In granting the preliminary injunction, the court found that the government would have an “overwhelming likelihood” of ultimately prevailing on their claims that the defendants’ drivers should be classified as employees, requiring restitution to be made in the form of unpaid minimum and overtime wages, meal and rest period premiums, unreimbursed business expenses, unpaid sick leave, workers’ compensation coverage, unemployment and disability insurance, paid family and sick leave, and unpaid taxes. Notably, the court held that “[e]ven if [Proposition 22] passes, it would not moot out the People’s prayer for remedies for past violations.”

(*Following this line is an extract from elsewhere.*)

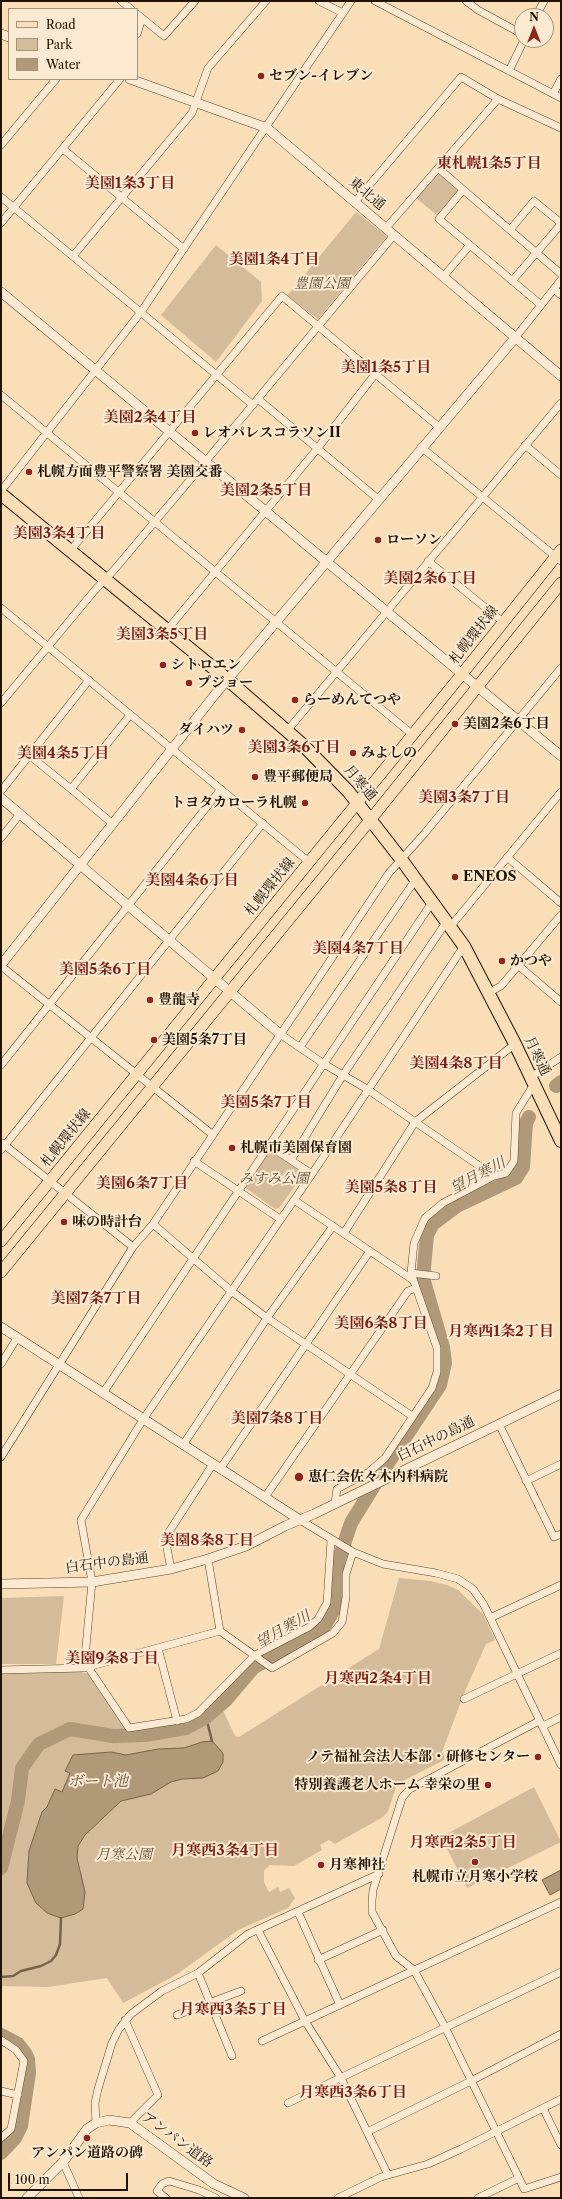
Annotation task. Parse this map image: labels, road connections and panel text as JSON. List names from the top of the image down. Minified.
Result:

About a week prior to Election Day, on October 22, 2020, a California appellate court affirmed the preliminary injunction, mandating the companies’ compliance with all applicable labor laws. The appellate court reasoned that, because the Dynamex case was issued over two years ago, companies like Uber and Lyft had ample time to contemplate a reclassification of their workers. Thus, the court stated, compliance with the preliminary injunction would not result in irreparable harm. In fact, the court deemed just the contrary, explaining that rectifying the harm caused to the workers would more strongly serve the public interest, as held by the appellate court. The court ordered compliance within 30 days after issuance of the remittitur of the appeal.

Prop 22’s Impact and The Future of the Gig Economy

Prop 22 has now changed the course of worker classification, at least in terms of ride-sharing companies to which the proposition directly applied. Under Prop 22, an exemption from AB 5 is carved out for driving and delivery services, which denies these workers access to employee rights. However, Uber and Lyft have conceded some worker protections, such as vouchers to access subsidized health insurance and guaranteed hourly earnings. Prop 22 has been considered a victory for these companies, with Uber’s stock price climbing more than 14%, and Lyft by more than 11% at the close of trading the day after Election Day.

California’s passing of Proposition 22 has obvious consequences for gig workers above and beyond only Uber and Lyft. The future of other companies, especially those that experienced a surge in popularity during the pandemic such as Instacart and Doordash, remains to be seen since Prop 22 applies specifically to ride-hailing companies. It does not create exemptions for specific businesses in other industries, though this will be an interesting topic to watch for future employment litigation.